In what way are the poor better off than 100 years ago?
The easy availability of food
Low Income Housing
All of which were available 100 years ago. We weren't exactly living in grass huts in 1912, and neither were the poor. The best you can say is that outcomes were negative for the VERY poor (e.g. the homeless) but that's just as true today as it was then.
The difference, as I said, is the balance of civil and social rights now enjoyed by the poor and their ability to resist economic and legal oppression by others. This is not due to any inevitable social evolution or a technological marvel, but due to the fact that four generations of Americans fought tooth and nail to impose change on the system that would benefit them and their children. A sudden regime change could easily undo all of that change overnight, depending on who ends up in charge when the dust settles.
Even poor people today have cell phones and the internet, shoot even television, things that even the richest of the rich would never have dreamed of 100 years ago.
And scaling for technology, black and white television in 1912 would be the equivalent of a '60 LCD with 6-channel surroundsound, high speed internet and an Oculus Rift
for good measure. Television was cutting edge 100 years ago, barely out of experimental.

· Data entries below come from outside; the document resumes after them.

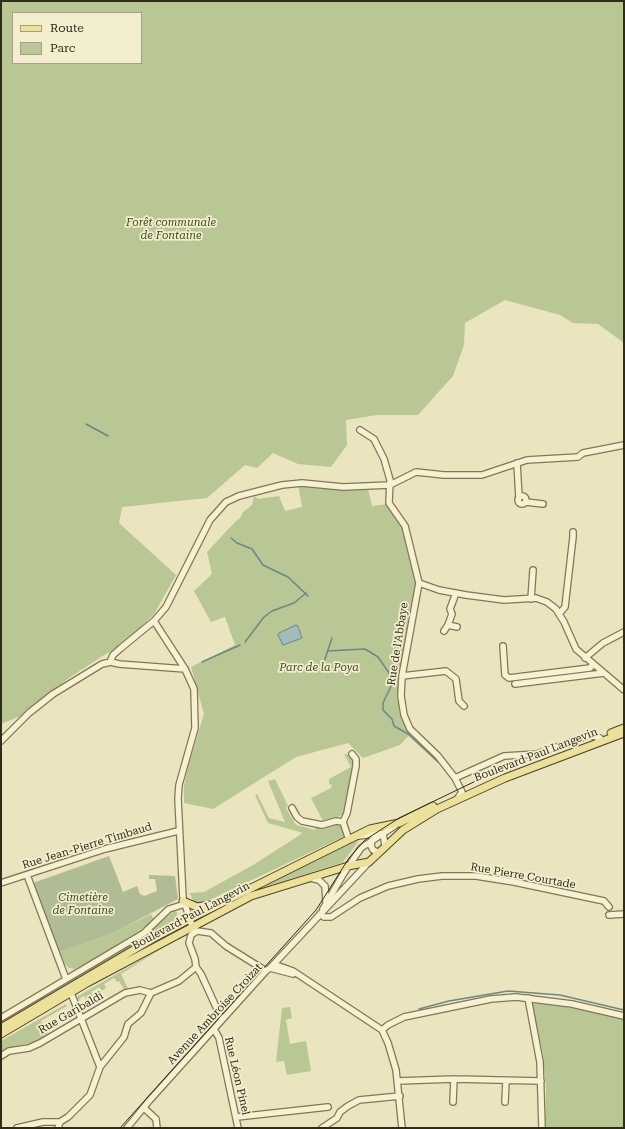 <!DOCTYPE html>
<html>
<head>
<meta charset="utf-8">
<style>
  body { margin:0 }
  #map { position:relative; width:625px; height:1129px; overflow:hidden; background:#eae5bf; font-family:"Roboto Serif",serif }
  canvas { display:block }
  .frame { position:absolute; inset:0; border:2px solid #322b1c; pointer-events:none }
  .legend { position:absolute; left:12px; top:12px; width:130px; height:52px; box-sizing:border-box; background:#f2eece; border:1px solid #a5a087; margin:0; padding:5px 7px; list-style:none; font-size:12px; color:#322b1c }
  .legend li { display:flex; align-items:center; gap:8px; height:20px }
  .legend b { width:20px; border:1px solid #a5a087 }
</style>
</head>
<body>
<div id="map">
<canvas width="625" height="1129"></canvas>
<div class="frame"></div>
<ul class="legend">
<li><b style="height:5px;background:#ece198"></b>Route</li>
<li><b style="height:11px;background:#b8c794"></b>Parc</li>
</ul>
</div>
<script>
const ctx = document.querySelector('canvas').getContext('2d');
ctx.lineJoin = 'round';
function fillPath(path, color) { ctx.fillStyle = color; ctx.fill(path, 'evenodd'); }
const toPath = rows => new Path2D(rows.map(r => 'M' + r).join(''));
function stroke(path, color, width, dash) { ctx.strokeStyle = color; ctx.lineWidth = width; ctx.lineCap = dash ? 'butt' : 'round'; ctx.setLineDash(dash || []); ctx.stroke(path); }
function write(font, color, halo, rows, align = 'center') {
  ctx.font = font + ' "Roboto Serif",serif'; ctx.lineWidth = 3.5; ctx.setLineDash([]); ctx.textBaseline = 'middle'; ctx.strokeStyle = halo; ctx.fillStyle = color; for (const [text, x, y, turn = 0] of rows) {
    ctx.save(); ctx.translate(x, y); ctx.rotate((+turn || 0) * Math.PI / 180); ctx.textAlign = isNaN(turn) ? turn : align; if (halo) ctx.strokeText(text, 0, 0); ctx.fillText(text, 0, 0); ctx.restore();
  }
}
const green = toPath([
  [1,1,624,1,624,343,598,324,573,323,560,315,505,300,465,323,464,345,453,376,418,415,377,415,346,420,347,445,331,467,298,464,273,453,257,468,245,465,207,498,122,507,119,523,176,575,154,614,125,644,104,655,69,678,21,716,1,724],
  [13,13,141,13,141,63,13,63],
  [298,484,326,488,368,489,372,506,387,504,394,516,402,524,417,577,408,618,398,695,402,716,411,733,400,745,363,758,348,743,296,757,213,809,184,803,184,786,188,767,204,714,191,667,235,645,225,617,211,622,194,591,212,574,207,552,235,522,240,518,243,512,252,505,254,496,258,499,279,496,285,511,302,507],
  [344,754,350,755,354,758,354,768,344,814,324,823,311,798,331,788,332,785,329,784,329,779,351,767],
  [275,779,288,806,286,808,296,825,315,830,316,826,322,828,338,824,342,826,345,836,203,903,198,904,193,901,190,893,204,892,253,865,303,833,268,823,255,795,257,794,269,818,285,822,268,781],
  [358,838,361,838,343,862,259,889,260,887],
  [174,911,177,912,176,924,155,932,66,984,65,983,144,936],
  [151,914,154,920,142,929,90,961,75,969,69,968,65,964,60,952,115,932],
  [164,947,121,974,128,989,125,991,119,981,117,982,114,978,104,984,106,988,102,991,99,987,91,992,93,996,87,1000,84,996,80,998,78,1003,77,1001,78,996],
  [531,1003,567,1007,624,1019,624,1128,545,1128,546,1090,543,1054],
  [66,1004,67,1006,41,1021,48,1033,35,1042,17,1046,1,1054,1,1041],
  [290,1007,292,1018,286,1020,290,1044,306,1041,311,1071,287,1075,284,1061,276,1062,282,1008]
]);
const cemetery = toPath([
  [109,856,123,892,137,886,140,894,144,896,157,891,155,879,149,879,149,875,175,876,178,899,115,932,60,952,33,883]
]);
const water = toPath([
  [296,625,298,626,302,638,283,645,278,635,279,633,296,625]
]);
const stream = toPath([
  [86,424,108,436],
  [231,538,237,543,252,549,263,565,288,577,308,596],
  [245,642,264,617,272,611,294,603,306,593],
  [327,651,365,649,378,657,394,680,383,703,383,710,392,719,394,726,408,734,438,762],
  [202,662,240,645],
  [323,665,332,638],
  [419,1009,449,1001,508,991,560,995,624,1010]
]);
const minor = toPath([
  [360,430,374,439,384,459,390,480,389,503,405,526,419,583,402,676,401,696,404,715,410,729,438,756,455,778,462,792,457,799],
  [517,463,519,498],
  '518 500a4 4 0 1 1 8 0a4 4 0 1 1-8 0Z',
  [526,502,543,504],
  [419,583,439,590,466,595,504,600,536,598,547,602,556,609,564,622,576,649,624,690],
  [456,593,450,609,452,614,448,625,457,627],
  [531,599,533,570],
  [559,614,565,607,573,537,573,532],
  [154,621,185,669,194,689,195,728,179,785,178,799,183,898,194,932],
  [444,631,448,625],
  [503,646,505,675,509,678,590,668,593,664],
  [585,658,603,643,624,632],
  [110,662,113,655,121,648,154,621,166,607,210,520,226,502,239,496,282,485,302,483,343,487,390,485,416,472,444,475,482,475,527,460,578,457,583,453,624,445],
  [402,676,446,671,456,679,459,701,464,706],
  [515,684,604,673],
  [1,741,29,713,53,694,102,664,111,662,119,664,185,669],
  [455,778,504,756,537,754,590,735,600,738],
  [292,808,297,817,302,821,322,825,336,821,343,822,349,840],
  [343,822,347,813,356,766,356,759,352,754],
  [383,833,385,846],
  [359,836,380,833],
  [372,840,371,846,373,850,378,852],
  [27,875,66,979],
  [310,878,319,880,325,886,326,902],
  [1,883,105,849,178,831],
  [323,909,344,873,361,848,396,825],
  [320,914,324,917,331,917,360,898,388,886,418,879,442,876,476,876,514,882,604,901,609,907],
  [609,915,624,914],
  [272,966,279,966,293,971,382,1030,388,1043,396,1070,402,1128],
  [270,968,293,974],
  [71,993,100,1067],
  [528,998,540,1062,542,1128],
  [1,1018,144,933,169,909,185,904],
  [222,1020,201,974,196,967,195,959,189,943,191,935,197,931,211,933,226,946,266,971],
  [214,1029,219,1038,238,1128],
  [382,1030,388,1025,404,1017,491,999,516,997,572,1004,624,1016],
  [1,1056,9,1051,29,1048,40,1043,125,993,140,990,151,993],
  [398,1081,454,1079,541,1081],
  [453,1102,454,1079],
  [505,1102,506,1081],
  [144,1108,156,1119,157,1128],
  [237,1117,328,1107],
  [17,1128,43,1122,60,1122],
  [58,1128,60,1122,68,1117,90,1095,100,1067,124,1037,128,1024,141,1013,151,993,179,981,196,967],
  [127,1128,149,1101,266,971,272,966,369,862],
  [322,1128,337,1118,340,1112,348,1106,359,1100,400,1096]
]);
const major = toPath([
  [611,733,624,728],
  [183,901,197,907,210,905],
  [1,1028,152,939,201,913,370,829,399,823,433,806],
  [1,1034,87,983,251,896,348,866,369,862,403,830,437,809,505,778,624,733]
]);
const tram = toPath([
  [120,1128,316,910,349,858,365,840,399,818,484,777,584,740]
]);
const parkNames = [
  ["Forêt communale",171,223],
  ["de Fontaine",171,236],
  ["Parc de la Poya",319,668],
  ["Cimetière",83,898],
  ["de Fontaine",83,911]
];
const streetNames = [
  ["Rue de l'Abbaye",398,644,-81],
  ["Boulevard Paul Langevin",536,755,-21],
  ["Rue Jean-Pierre Timbaud",87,846,-17],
  ["Rue Pierre Courtade",523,876,10],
  ["Boulevard Paul Langevin",191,916,-28],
  ["Rue Garibaldi",71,1013,-30],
  ["Avenue Ambroise Croizat",215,1014,-47],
  ["Rue Léon Pinel",237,1076,77]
];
fillPath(green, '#b8c794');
fillPath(cemetery, '#b0bc93');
fillPath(water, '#a2bcb9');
stroke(water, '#6a8987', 1);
stroke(stream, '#6a8987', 1.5);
stroke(minor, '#827659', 8);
stroke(major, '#4f432d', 9);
stroke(minor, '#f6f1d1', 5.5);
stroke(major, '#ece198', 7);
stroke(tram, '#322b1c', 1);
write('italic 11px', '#3c4d24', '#f2eece', parkNames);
write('11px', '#322b1c', '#f2eece', streetNames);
</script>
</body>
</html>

Yet even the poorest families in America owned radios and record players.
Don't get dazzled by the change in technology. A hamburger is still a hamburger, whether you buy one in 1912 or 2012. The question we're asking here is whether a hamburger was easier or harder to get for poor people a hundred years ago. Turns out not only was it a tiny bit easier, but the 2012 equivalent is about 30% food byproduct and slightly carcinogenic. Which leads to your medical equivalency: we trade polio and smallpox for diabetes and cancer. Nobody dies from tuberculosis anymore, so trade in for MRSA (for old people) and HIV (for everyone else).
Nothing new under the sun. Again, the singular difference is the legal protections the poor and minority classes managed to acquire through more than a century of civil combat against their adversaries. Tellingly, the legacy of that struggle remains in force and political machinations still exist which aim to reverse those gains at any cost.
Same shit, different century.
Life is quite simply better today than it was 100 years ago. You may think that life is shitty today, but it is remarkably less shitty than it was 100 years ago.
Indeed it is, for reasons which have absolutely nothing to do with economics or technology (see above).
I had almost this exact same argument on another forum, except the time frame was 30 years. The question was "Is quality of life better today than it was 30 years ago".
30 years ago? Definitely
not. Not least of which because that would put it around the start of the 1980s, by which time Eisnhower's "Great Society" was just hitting their stride and unemployment hit an all time low. That period is remembered by people -- tellingly, by many black people -- as a short-lived economic renaissance that completely disintegrated by the end of the Reagan presidency.
I'm beginning to think that your view of American history is just a tad
You can always tell the difference between a pessimist and an optimist when answering questions like these, because some people refuse to see that despite the walls we still have left to climb/tear down, we have made improvements to society.
Yes, SOCIAL improvements. Improvements to our legal, civil and social rights. Improvements like laws that make it illegal for people to prevent you from voting in an election, or laws that make it illegal to fire you just because you're a homosexual. Better yet, laws that require women to be paid an equal salary as their male counterparts for the same job.
That does NOT translate to "better off" for poor people. You can flood the market with cheap computers and TVs from now until doomsday, but a man who makes $14,000 a year isn't going to do very well in a country where a bachelor's apartment costs $15,000 if
you're willing to pay your own utilities. Comparable housing just half a century ago could be rented for a tenth of that, and even a new car in 1965 could be bought and paid for on a teenager's allowance.
And for all our advances in medical technology, you're quick to ignore the fact that the COST of basic healthcare has increased nearly a thousandfold in the past century; without insurance, hospitalization costs the average patient $20,000 a day
That's simple arithmetic. You raise my wages by 50% and my expenses by 200% and then you ask me if I'm better off. I'm supposed to say "yes" just because I have an iPod?
The only way your dystopian future will come to light...
Nothing dystopian about it. As a matter of historical inevitability, NO government, however well organized, has ever existed continuously for more than 600 years. Most of them, considerably less than that, with an average lifetime of 200 to 400 years. The more violent and aggressive ones burn out a lot faster by bleeding themselves dry in non productive military adventures (sound familiar?). The stronger a particular government is when it is disbanded, the more violent the upheaval when it collapses, and a violent upheaval has an unfortunate tendency to resolve with the most radical factions seizing power, either by force or by lack of coherent opposition.
In which case, there are two things about America that deeply disturb me. The first is that we have an incredibly powerful central government with an EXTREMELY powerful military. The second is that we have an extremely radical and (somewhat) well organized political movement that mostly lacks a coherent opposition. The missing ingredient here is some sort of fundamental instability in the government itself, which -- appearances aside -- is largely absent now. OTOH, if the Washington D.C. government were to collapse tomorrow morning, that "dystopian" future would become a reality for a very large number of people.